WHAT NEEDS TO BE DONE: Start with the first line of the data and end with the line that holds "-50px;filter:drop-shadow(0 2px 3px"; write out each one exactly.

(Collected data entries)
++++++

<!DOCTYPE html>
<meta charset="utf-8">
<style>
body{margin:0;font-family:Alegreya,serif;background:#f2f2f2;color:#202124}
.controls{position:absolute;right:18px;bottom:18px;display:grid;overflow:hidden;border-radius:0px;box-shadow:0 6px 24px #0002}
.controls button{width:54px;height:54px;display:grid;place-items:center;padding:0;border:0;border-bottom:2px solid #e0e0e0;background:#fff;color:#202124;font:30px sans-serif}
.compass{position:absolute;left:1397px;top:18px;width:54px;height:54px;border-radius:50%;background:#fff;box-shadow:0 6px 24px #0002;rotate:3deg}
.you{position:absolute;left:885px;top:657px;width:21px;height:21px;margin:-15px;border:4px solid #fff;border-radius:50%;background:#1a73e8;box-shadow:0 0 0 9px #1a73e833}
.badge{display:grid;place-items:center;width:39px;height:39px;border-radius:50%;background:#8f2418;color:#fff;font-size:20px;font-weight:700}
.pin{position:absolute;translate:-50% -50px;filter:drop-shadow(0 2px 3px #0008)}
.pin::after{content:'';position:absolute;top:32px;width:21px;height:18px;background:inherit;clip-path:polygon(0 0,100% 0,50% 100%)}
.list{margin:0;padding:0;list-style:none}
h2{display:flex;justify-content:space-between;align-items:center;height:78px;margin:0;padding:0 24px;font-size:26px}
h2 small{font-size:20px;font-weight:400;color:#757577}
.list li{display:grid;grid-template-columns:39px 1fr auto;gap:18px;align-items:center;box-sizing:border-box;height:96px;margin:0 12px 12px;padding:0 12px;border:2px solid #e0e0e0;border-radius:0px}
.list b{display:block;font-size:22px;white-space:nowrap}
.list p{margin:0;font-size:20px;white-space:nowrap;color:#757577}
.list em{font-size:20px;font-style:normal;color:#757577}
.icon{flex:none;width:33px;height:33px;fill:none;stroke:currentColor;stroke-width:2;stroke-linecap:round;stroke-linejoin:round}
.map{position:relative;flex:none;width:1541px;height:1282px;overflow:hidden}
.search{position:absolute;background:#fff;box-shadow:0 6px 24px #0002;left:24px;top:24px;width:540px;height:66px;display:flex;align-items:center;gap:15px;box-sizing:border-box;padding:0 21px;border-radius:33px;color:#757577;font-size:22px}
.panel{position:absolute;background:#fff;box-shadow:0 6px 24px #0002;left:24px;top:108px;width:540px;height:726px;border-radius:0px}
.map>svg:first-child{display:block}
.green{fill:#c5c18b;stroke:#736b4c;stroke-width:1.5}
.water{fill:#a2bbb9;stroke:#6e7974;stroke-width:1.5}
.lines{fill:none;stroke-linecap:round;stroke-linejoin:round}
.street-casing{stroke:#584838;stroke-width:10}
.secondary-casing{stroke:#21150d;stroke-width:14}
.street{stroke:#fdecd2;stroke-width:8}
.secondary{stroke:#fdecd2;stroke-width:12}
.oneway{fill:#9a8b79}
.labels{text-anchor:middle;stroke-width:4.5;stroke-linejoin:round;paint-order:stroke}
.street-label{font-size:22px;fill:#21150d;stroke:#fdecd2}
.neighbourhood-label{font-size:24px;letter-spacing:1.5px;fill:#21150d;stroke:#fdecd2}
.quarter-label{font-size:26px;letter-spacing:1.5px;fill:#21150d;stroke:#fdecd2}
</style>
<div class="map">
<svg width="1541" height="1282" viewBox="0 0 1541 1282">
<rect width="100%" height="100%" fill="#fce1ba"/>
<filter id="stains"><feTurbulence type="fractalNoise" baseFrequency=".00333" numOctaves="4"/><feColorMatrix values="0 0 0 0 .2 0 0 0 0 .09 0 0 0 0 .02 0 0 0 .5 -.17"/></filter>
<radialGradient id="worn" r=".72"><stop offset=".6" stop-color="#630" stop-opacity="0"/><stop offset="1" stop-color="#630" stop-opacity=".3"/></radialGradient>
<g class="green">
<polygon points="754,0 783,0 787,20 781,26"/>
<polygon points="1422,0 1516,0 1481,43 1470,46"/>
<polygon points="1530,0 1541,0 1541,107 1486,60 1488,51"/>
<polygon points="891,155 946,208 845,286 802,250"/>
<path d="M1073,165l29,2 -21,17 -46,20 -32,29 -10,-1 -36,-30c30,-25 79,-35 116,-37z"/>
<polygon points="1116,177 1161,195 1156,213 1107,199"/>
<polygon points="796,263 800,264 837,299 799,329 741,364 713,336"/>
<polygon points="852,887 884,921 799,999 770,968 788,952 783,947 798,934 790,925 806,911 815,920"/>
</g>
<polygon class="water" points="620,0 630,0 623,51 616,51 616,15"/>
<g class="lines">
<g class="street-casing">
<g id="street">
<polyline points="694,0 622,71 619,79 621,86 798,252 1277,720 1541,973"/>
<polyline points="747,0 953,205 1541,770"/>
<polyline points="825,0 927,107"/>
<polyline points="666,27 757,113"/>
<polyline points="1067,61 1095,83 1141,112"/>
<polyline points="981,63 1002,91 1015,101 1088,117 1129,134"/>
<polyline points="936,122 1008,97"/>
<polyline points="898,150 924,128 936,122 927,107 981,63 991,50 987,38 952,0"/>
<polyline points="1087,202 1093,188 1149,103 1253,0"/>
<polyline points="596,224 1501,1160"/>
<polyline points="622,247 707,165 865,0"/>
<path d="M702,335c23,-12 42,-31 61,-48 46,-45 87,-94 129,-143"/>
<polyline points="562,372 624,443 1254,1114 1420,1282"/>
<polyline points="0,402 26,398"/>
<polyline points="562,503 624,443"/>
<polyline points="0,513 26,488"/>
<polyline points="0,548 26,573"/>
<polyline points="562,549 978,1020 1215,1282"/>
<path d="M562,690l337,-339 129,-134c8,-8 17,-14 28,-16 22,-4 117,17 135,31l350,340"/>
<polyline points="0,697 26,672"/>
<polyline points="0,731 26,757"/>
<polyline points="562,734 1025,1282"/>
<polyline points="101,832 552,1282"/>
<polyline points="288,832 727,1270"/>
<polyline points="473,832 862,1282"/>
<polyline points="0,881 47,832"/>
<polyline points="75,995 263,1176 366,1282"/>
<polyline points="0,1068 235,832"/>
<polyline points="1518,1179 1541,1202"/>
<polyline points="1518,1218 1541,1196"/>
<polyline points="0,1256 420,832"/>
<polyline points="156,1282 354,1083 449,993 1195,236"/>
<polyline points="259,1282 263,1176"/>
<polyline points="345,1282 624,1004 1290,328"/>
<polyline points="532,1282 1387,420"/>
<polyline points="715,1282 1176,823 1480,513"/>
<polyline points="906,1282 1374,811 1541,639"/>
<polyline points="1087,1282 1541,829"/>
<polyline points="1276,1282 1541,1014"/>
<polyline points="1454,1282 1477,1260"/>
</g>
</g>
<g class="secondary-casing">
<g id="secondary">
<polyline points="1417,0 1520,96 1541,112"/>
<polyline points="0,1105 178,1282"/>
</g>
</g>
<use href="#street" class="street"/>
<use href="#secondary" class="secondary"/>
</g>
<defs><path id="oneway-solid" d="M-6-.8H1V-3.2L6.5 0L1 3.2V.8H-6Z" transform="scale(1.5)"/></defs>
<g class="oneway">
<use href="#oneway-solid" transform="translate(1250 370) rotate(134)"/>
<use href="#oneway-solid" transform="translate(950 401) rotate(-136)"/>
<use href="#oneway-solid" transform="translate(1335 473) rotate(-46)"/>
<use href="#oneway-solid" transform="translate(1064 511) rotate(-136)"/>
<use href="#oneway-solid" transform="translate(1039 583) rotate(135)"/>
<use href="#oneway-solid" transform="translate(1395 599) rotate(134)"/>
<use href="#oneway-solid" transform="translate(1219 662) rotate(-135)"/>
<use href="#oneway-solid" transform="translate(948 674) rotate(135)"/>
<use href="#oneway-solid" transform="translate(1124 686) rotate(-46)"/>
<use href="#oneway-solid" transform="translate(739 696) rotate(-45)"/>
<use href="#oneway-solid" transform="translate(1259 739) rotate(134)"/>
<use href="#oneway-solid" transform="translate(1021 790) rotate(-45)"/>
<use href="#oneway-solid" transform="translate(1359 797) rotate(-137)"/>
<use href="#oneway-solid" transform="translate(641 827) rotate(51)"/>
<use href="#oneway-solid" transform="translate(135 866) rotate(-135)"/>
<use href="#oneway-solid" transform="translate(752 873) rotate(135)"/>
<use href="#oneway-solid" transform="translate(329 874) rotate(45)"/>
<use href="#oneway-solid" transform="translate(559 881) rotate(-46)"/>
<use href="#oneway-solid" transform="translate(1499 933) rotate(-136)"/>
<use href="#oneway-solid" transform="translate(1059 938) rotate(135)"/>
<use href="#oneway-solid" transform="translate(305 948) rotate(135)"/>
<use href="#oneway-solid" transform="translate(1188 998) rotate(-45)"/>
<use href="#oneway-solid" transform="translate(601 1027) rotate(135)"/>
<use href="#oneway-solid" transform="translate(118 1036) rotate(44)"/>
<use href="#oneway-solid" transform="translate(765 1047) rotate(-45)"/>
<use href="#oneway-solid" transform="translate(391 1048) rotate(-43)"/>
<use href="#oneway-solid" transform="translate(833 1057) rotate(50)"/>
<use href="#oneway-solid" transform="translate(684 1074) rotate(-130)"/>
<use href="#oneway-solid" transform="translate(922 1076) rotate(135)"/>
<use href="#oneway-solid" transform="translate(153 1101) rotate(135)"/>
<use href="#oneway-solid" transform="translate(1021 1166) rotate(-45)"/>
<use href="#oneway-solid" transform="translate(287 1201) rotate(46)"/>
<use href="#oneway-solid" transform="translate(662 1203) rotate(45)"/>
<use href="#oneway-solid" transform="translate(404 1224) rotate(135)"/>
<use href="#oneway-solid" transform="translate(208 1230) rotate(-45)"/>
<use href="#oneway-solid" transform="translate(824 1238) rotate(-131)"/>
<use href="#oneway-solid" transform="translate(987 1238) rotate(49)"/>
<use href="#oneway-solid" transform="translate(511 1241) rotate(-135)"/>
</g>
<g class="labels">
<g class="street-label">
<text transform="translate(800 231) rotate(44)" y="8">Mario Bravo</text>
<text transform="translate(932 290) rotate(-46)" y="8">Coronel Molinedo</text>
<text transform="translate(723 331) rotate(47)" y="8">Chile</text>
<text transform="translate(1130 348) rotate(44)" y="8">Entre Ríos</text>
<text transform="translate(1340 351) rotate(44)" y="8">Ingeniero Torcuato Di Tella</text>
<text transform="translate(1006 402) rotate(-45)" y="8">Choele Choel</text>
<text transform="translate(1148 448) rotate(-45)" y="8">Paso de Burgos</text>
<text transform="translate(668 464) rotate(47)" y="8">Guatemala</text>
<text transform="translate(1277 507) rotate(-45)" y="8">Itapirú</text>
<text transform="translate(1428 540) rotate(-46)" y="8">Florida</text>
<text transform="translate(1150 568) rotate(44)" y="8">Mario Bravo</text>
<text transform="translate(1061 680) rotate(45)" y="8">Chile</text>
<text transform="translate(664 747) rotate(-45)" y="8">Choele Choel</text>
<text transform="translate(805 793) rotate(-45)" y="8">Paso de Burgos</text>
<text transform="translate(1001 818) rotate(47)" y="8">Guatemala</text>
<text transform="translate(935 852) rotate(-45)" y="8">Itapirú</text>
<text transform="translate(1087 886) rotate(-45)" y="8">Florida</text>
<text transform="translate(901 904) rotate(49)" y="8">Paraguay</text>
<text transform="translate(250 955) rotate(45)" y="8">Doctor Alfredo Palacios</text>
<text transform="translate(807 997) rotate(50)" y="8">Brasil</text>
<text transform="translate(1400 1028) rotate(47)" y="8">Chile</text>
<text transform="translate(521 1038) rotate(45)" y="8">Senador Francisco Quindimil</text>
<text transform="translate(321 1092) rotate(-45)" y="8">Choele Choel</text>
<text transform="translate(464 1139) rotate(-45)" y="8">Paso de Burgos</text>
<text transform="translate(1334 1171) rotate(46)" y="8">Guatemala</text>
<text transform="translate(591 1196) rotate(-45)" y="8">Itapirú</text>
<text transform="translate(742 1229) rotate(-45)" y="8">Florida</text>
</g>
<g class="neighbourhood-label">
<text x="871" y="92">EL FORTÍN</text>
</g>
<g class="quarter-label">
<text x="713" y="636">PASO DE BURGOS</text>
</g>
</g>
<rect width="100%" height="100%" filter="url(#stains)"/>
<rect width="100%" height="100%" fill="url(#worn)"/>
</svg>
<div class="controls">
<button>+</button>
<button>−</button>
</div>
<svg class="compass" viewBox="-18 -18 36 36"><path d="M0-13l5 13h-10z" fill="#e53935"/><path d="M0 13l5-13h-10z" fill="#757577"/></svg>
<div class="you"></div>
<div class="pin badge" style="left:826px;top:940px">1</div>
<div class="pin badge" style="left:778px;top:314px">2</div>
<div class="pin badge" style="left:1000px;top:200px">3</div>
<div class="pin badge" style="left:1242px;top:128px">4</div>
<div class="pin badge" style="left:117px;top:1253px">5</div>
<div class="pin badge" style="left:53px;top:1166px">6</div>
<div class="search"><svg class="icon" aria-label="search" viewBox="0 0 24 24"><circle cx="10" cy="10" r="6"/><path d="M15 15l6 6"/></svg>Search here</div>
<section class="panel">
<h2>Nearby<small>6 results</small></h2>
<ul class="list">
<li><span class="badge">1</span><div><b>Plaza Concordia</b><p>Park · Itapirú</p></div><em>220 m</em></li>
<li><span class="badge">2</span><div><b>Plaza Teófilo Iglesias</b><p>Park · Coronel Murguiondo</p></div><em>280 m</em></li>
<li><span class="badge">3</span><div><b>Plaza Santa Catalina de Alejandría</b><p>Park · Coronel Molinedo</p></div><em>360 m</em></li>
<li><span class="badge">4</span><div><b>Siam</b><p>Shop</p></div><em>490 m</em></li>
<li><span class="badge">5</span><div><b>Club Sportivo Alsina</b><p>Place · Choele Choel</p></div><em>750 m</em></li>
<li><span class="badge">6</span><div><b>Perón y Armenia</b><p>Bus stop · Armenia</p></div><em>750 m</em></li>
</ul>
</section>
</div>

++++++

TASK SOLUTION:
<!DOCTYPE html>
<meta charset="utf-8">
<style>
body{margin:0;font-family:Alegreya,serif;background:#f2f2f2;color:#202124}
.controls{position:absolute;right:18px;bottom:18px;display:grid;overflow:hidden;border-radius:0px;box-shadow:0 6px 24px #0002}
.controls button{width:54px;height:54px;display:grid;place-items:center;padding:0;border:0;border-bottom:2px solid #e0e0e0;background:#fff;color:#202124;font:30px sans-serif}
.compass{position:absolute;left:1397px;top:18px;width:54px;height:54px;border-radius:50%;background:#fff;box-shadow:0 6px 24px #0002;rotate:3deg}
.you{position:absolute;left:885px;top:657px;width:21px;height:21px;margin:-15px;border:4px solid #fff;border-radius:50%;background:#1a73e8;box-shadow:0 0 0 9px #1a73e833}
.badge{display:grid;place-items:center;width:39px;height:39px;border-radius:50%;background:#8f2418;color:#fff;font-size:20px;font-weight:700}
.pin{position:absolute;translate:-50% -50px;filter:drop-shadow(0 2px 3px #0008)}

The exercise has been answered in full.